The non-profit entities succeeded in stopping the prohibition of behest payments in the
proposed ordinance in favor of simply a disclosure of “behest” donations by contractors,
planners, architects and developers to designated charities. As I stated last December,
how many citizens possess an interest in reading City Hall ethics forms? Not very many,
in my long experience.
Moreover, the same nonprofits succeeded in deleting a clause conferring the ability of a
citizen to sue for such ethics and conflict of interest violations if the city attorney or
district attorney refuse to act after 90 days of a complaint to the Ethics Commission. It’s
called a “private right of action.”
More than 10 city ordinances bestow that power upon taxpayers if city officials fail to act
and allow recovery of their attorney fees and court costs.
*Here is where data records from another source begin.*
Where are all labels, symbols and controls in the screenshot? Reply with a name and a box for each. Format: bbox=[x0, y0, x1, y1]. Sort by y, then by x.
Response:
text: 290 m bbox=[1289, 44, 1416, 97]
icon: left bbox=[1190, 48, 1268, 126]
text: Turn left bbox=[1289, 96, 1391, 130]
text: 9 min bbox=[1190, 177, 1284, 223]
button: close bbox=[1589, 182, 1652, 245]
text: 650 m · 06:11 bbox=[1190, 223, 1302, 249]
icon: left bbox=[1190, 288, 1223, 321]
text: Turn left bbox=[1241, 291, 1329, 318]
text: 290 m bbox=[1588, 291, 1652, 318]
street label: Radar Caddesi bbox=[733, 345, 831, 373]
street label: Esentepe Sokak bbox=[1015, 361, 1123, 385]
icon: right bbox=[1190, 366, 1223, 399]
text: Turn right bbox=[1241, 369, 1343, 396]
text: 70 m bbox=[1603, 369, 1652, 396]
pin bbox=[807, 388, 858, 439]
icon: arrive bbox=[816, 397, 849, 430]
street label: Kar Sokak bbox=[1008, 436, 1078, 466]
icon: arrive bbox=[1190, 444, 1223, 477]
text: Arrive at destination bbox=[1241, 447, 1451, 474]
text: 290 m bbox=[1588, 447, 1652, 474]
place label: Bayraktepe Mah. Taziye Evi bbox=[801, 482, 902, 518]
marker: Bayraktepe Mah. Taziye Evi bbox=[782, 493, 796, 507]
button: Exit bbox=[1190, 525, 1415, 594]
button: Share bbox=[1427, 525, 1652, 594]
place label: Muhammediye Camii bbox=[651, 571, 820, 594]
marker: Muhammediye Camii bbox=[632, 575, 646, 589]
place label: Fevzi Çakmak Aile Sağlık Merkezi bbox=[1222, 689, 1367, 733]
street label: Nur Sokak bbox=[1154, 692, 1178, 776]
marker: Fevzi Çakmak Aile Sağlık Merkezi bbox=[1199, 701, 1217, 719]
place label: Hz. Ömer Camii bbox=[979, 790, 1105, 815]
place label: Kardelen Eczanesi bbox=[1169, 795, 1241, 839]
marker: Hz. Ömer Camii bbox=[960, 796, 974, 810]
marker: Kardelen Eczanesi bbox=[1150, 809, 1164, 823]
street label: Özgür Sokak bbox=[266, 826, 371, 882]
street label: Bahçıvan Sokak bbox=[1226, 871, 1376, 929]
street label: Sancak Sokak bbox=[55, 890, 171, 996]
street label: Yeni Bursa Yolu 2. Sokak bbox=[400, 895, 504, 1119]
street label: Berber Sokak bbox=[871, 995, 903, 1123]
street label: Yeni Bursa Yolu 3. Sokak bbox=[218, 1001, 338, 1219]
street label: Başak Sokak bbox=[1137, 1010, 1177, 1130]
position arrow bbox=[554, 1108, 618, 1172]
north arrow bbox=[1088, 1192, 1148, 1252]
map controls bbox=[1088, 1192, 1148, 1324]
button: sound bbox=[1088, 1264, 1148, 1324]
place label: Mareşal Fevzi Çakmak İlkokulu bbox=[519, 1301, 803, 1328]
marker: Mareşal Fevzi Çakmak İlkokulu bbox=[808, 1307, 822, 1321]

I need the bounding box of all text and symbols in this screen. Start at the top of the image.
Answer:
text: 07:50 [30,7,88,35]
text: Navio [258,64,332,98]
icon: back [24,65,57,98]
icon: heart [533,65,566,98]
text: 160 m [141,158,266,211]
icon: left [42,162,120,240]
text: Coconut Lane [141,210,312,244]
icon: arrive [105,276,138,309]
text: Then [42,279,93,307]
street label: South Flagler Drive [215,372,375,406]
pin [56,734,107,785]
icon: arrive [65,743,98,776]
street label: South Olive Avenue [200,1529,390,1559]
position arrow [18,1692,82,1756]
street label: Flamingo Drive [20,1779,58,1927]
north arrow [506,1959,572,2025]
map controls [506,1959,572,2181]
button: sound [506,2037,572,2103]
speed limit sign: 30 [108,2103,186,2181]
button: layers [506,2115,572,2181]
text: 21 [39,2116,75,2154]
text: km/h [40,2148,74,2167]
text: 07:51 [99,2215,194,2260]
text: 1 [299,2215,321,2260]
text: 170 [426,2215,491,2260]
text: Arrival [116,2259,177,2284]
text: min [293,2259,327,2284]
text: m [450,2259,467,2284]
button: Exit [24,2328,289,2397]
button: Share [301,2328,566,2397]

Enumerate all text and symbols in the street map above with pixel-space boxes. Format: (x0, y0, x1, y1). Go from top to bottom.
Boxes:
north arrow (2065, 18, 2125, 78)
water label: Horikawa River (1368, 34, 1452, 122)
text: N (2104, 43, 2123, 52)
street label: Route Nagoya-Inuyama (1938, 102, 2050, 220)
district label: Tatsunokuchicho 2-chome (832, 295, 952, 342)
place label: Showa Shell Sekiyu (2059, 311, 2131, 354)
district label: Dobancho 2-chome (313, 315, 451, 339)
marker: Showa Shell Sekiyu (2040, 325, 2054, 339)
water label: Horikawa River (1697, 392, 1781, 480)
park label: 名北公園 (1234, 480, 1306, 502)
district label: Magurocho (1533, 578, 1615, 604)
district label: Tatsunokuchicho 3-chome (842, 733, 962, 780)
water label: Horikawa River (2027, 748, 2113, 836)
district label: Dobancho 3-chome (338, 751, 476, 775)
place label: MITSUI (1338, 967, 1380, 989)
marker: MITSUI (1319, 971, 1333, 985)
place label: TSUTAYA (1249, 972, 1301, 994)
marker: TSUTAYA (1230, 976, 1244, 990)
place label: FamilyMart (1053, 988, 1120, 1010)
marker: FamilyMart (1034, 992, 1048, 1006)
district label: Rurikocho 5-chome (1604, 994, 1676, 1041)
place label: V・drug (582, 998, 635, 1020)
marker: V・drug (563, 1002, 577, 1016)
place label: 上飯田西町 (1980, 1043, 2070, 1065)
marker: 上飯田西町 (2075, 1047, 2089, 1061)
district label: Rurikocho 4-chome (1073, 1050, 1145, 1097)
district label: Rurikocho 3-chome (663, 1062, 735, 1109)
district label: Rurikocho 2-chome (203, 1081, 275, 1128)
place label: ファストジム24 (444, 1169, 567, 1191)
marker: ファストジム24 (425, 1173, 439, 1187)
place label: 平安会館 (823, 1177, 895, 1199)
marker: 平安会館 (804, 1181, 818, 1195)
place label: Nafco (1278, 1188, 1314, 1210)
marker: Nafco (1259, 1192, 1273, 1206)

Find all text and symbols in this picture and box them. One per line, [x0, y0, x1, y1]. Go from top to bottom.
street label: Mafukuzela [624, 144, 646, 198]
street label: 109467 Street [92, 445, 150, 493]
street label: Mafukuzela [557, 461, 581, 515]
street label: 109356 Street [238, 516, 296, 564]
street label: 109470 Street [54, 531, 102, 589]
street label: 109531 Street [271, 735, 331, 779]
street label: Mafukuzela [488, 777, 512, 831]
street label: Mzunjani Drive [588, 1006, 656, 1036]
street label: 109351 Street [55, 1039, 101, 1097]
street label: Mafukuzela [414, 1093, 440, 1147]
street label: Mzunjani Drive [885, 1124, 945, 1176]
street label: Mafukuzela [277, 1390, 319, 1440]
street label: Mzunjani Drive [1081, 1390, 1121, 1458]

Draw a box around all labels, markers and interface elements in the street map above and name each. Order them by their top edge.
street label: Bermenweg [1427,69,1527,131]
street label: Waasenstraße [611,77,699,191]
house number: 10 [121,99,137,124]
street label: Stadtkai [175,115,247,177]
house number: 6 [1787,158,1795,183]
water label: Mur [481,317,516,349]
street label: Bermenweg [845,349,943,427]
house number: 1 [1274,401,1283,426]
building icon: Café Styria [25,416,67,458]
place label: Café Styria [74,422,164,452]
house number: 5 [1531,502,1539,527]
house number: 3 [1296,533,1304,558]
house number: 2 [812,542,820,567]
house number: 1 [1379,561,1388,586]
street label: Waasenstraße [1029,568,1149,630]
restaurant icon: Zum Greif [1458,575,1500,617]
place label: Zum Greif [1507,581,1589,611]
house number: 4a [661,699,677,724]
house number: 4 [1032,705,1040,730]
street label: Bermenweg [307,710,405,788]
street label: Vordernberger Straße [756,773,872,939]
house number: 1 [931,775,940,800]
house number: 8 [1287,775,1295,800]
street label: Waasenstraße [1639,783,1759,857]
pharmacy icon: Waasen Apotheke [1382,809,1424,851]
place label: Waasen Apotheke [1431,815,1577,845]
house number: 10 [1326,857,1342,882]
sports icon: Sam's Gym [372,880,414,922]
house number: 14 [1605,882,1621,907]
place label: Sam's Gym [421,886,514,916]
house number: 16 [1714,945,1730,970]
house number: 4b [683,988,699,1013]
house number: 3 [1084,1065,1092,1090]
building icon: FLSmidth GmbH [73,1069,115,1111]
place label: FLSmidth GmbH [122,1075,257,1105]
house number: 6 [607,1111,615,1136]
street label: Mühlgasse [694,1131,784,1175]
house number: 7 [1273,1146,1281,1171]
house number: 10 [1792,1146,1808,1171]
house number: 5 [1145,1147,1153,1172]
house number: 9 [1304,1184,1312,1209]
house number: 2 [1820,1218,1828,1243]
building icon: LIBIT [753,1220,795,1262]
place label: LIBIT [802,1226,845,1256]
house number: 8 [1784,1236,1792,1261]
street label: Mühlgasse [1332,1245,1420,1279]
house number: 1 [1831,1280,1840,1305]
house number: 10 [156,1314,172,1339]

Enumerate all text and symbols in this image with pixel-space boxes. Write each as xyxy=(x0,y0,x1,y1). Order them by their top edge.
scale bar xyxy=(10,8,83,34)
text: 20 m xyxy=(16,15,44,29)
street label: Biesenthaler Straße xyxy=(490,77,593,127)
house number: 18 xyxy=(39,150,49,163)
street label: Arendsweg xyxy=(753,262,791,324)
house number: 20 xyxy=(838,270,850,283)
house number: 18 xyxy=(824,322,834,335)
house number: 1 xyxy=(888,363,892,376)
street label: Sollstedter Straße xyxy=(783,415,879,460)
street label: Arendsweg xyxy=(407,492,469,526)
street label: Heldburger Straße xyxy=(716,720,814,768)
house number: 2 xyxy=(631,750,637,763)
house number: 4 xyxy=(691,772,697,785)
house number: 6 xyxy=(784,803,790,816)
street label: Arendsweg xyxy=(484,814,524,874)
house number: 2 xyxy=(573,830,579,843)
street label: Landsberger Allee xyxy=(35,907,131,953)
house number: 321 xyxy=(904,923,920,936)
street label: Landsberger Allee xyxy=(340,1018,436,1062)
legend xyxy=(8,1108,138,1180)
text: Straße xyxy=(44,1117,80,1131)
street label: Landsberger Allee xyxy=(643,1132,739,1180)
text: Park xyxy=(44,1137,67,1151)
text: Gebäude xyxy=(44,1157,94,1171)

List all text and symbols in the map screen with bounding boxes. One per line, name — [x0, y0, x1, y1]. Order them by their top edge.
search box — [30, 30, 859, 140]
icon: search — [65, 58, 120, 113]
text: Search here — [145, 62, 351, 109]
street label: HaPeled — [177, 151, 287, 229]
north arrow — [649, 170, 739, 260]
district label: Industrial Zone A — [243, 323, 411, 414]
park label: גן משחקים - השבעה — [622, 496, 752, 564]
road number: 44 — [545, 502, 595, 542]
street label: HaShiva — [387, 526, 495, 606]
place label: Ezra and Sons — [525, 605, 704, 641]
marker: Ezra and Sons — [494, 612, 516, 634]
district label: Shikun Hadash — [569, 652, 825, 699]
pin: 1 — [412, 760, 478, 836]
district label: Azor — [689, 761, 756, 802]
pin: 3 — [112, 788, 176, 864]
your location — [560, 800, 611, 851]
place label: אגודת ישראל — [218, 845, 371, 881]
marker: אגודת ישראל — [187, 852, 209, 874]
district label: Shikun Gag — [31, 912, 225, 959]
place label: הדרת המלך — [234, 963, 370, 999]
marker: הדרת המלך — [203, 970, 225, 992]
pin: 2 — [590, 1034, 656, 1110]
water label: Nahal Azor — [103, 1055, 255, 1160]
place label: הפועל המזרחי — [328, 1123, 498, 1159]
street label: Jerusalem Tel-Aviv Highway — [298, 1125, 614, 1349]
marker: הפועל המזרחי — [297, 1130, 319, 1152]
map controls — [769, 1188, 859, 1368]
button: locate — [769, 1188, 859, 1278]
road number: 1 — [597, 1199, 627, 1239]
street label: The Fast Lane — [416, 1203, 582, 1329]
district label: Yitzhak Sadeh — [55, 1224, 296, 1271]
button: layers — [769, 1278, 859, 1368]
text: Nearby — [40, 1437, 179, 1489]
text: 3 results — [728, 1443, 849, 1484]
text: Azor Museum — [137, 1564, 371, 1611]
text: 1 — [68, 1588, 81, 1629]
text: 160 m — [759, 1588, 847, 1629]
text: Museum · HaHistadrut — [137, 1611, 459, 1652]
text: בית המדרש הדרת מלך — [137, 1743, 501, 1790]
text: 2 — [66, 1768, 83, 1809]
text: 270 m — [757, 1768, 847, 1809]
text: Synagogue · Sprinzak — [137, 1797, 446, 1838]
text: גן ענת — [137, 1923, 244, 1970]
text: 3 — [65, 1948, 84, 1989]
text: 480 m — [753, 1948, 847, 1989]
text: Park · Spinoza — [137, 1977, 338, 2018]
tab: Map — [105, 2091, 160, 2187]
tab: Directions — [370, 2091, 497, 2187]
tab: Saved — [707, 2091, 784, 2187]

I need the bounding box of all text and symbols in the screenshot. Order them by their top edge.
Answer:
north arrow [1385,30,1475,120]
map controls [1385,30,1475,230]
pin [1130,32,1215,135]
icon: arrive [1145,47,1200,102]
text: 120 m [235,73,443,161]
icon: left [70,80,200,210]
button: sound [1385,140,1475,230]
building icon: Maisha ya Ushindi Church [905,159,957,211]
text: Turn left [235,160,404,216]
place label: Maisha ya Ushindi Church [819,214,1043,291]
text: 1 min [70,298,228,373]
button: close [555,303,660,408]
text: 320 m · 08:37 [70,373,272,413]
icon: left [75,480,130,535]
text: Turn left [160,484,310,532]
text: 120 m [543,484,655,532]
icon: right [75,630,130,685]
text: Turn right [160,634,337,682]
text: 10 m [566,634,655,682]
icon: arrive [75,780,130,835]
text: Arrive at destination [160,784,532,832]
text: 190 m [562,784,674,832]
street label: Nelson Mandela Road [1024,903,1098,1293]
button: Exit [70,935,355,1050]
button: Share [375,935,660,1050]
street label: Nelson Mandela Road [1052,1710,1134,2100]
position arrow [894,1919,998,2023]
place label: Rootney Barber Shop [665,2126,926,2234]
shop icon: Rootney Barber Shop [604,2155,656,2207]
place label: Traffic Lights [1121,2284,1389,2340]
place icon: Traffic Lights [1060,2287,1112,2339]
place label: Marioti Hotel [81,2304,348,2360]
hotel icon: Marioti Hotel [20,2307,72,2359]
State law contains numerous
such provisions, but the nonprofits were able to claim that unidentified but well-heeled
entities and individuals would find ways to harass charities with frivolous lawsuits.
Thus, there’s no private citizen empowerment to enforce the now-insipid anti-corruption
act. The culmination occurred on Feb. 16 at the Ethics Commission meeting, with two
commissioners voting against even conveying a weakened law to the Board of
Supervisors for consideration.
One commissioner who voted “no” told chairman Peter Keane he would support him,
leading Keane to resign from the commission immediately, a saddening event. (Keane
was chief deputy public defender for 25 years, a law professor and dean at the Golden
Gate University School of Law. He currently teaches at Hastings Law School.)
Best laid plans have gone awry.
Quentin Kopp is a former San Francisco supervisor and state senator, retired judge and
current member of the SF Ethics Commission.